Monday, April 6, 2009

Is It Time to Buy Icelandic Bonds?

A contingent of officials from Iceland is travelling the east coast of the United States. D.C. today, NYC tomorrow. I managed to catch up with them when the Minister of Business Affairs of Iceland, Dr. Gylfi Magnusson (Yale Ph.D. in economics 1997) provided a briefing on the current state of the Icelandic economy. It had suffered a brutal crash of its financial sector.

"No Western country has crashed in peacetime as quickly and as badly," Jon Danielsson, an associate professor of finance at the London School of Economics, said last year about Iceland.

Minister Magnusson's briefing was thorough and was enough for me to ask the key questions following the briefing.
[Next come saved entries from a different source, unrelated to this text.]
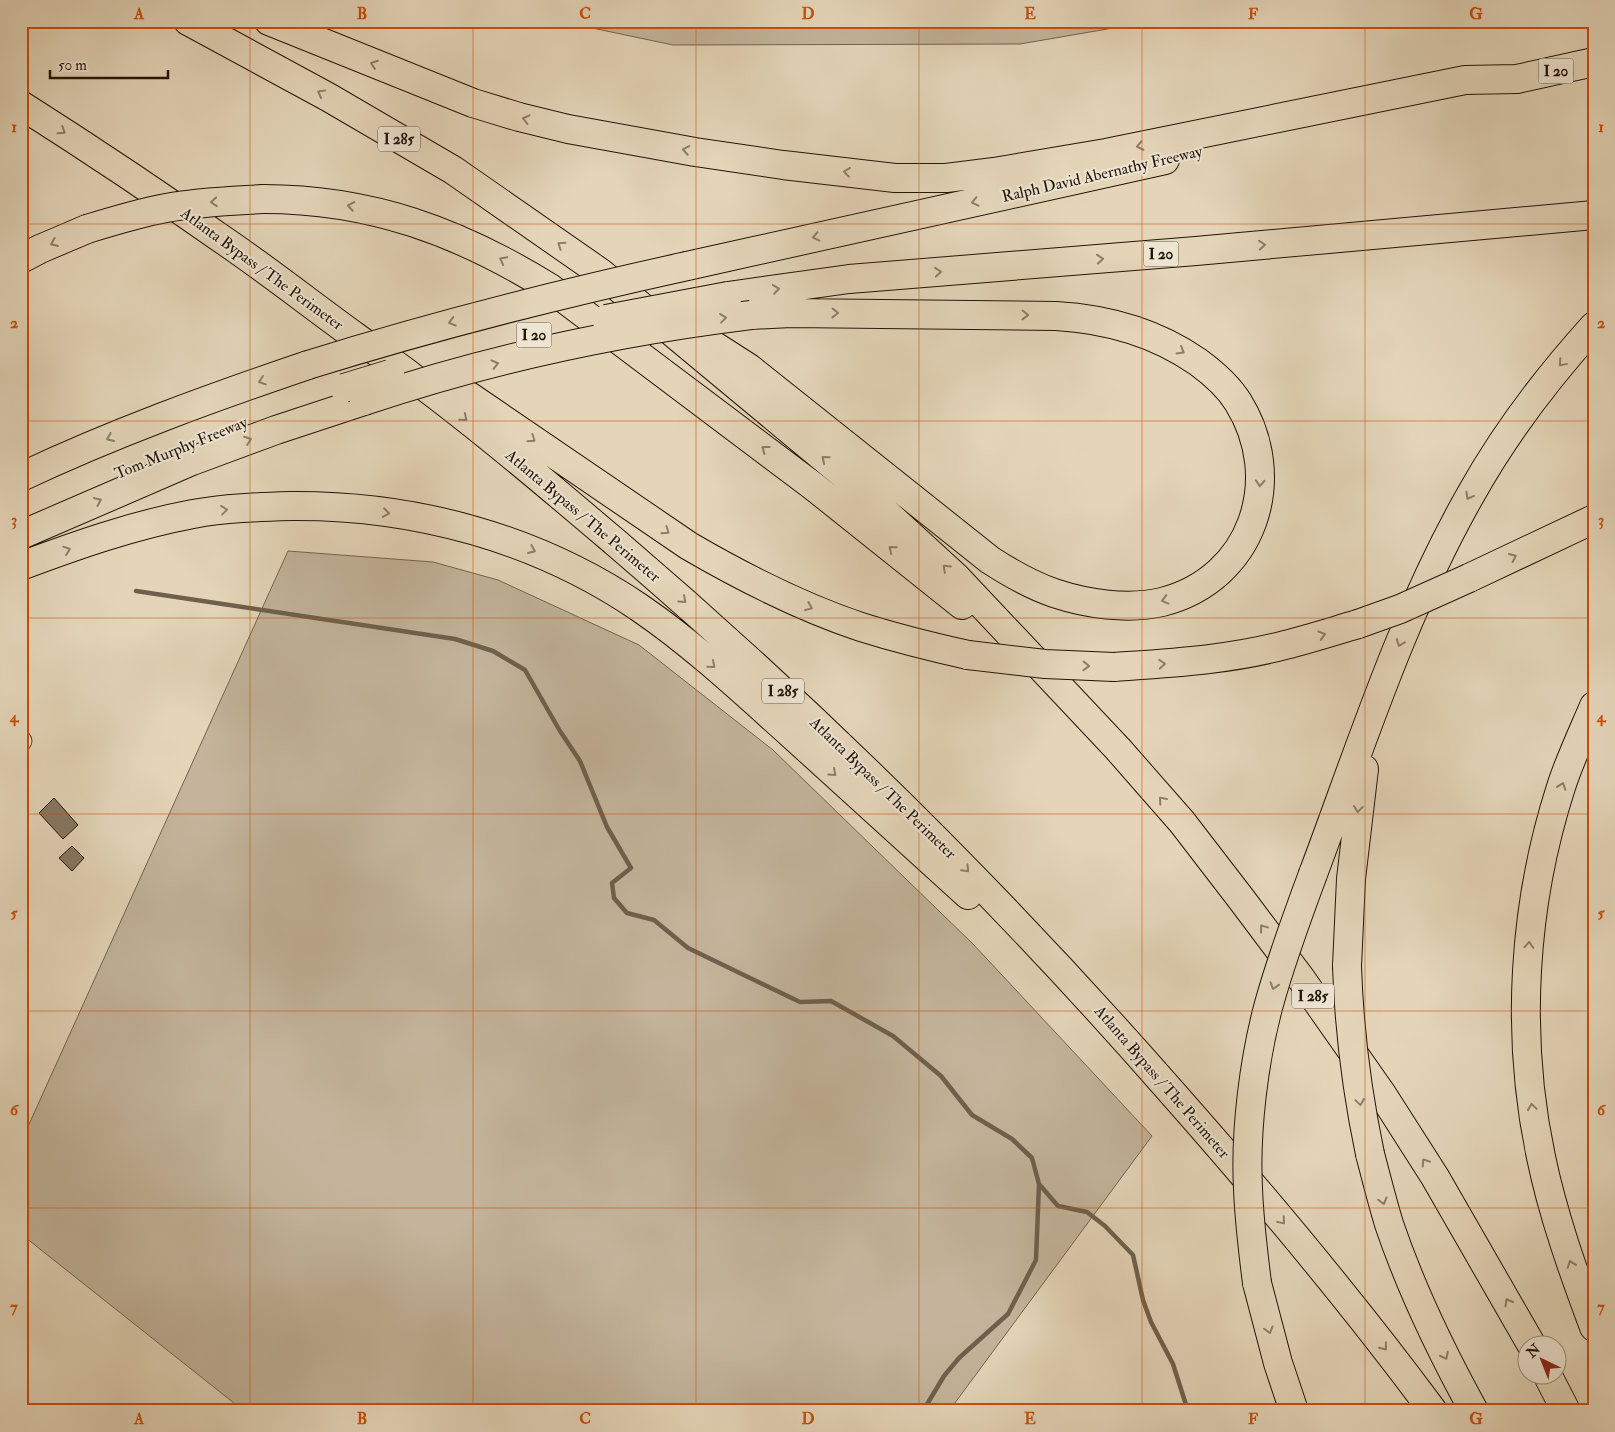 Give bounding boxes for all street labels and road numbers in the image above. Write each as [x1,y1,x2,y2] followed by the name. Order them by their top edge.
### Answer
[1538,58,1574,84] road number: I 20
[378,126,420,152] road number: I 285
[1000,141,1205,208] street label: Ralph David Abernathy Freeway
[175,203,347,336] street label: Atlanta Bypass / The Perimeter
[1144,242,1178,266] road number: I 20
[516,322,552,348] road number: I 20
[112,412,252,485] street label: Tom Murphy Freeway
[500,445,665,588] street label: Atlanta Bypass / The Perimeter
[762,678,804,704] road number: I 285
[804,712,961,864] street label: Atlanta Bypass / The Perimeter
[1292,984,1334,1008] road number: I 285
[1089,1001,1234,1163] street label: Atlanta Bypass / The Perimeter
Given the strong performance the country was registering in the early part of the decade, followed by the crash, I asked, "Was there a period of strong money printing followed by a slowdown in the printing?" The Minister answered, yes. Although he didn't have specific numbers, he did say it was very substantial early on money printing and said that when the central bank clamped down, interest rates climbed to 18%.

Interest rates haven't dropped much since then. The central bank's rate stands at 17%. I found this fascinating, given that after a major contraction like the type Iceland had, a country's interest rates tend to eventually decline dramatically.

After the briefing, I spoke further with the Minister and asked him where the inflation rate stood now. He told me that last year it was very high, around 18%, because of the collapse of Iceland's currency, but this year there was virtually no inflation. That was music to my ears. It suggested that Icelandic interest rates may be in for a major decline. The Minister seemed to agree when I suggested the possibility.

I have to do more work before I make any kind of all out "Buy Iceland bonds" post, but it is a fascinating situation. As Audunn Atalason of Iceland's Ministry for Foreign Affairs put it to me after the briefing, "Most countries are still figuring out ways to deal with the downturn. We're passed that since our entire banking system collapsed and we are now working with a new one."


  1. Robert-
    How would an average investor buy Icelandic bonds? Is there a mutual fund or ETF?

  2. The Central Bank of Iceland bond site shows a pretty inverted yield, so I'm not sure how much is priced in. The crash is CPI growth was certainly quite dramatic though.

  3. Nick,

    I am doing some work on that now, as soon as I have more info I will post on it.